About this event
Presented by New York Academy of Art with Southampton Arts Center
Curators: David Kratz and Stephanie Roach
Editor: Emma Gilbey Keller
Note to Visitors: 2020 Vision, by design, presents multiple artists’ perspectives and observations on all that has occurred in our society over the past year. Please use your discretion when visiting with children due to some mature content.
Can’t visit in person? Click on the image below for a 360 degree virtual tour!
Tim Okamura; Everybody VS Injustice, 2020; Oil and Acrylic on Canvas; 90” x 88”
The pain, loss and uncertainty of the ongoing Covid-19 pandemic.

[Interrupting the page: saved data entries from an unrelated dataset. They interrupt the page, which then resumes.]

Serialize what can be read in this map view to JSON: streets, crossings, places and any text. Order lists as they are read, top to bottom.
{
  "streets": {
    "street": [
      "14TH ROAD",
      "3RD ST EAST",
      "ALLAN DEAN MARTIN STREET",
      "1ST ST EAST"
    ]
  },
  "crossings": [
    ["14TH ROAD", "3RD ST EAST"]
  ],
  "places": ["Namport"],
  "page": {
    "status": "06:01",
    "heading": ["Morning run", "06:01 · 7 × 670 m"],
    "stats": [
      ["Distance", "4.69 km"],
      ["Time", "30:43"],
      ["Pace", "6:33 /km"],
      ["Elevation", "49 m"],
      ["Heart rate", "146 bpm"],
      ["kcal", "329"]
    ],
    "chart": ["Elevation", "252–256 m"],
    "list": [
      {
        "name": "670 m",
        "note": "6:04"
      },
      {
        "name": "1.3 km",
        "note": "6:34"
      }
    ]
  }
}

The awakening cry for social justice following the murders of George Floyd, Breonna Taylor, and Ahmaud Arbery and many others.
The unnerving possibility of global recession.
2020 has already experienced seismic events that are shifting values and shaping our choices as citizens and as creators.
Artists and writers are always the antennae of our society, all the more so at a time as challenging as this one. They have an opportunity—some might say, a duty—to interpret this moment and imagine the world not only as it is, but also as it could be.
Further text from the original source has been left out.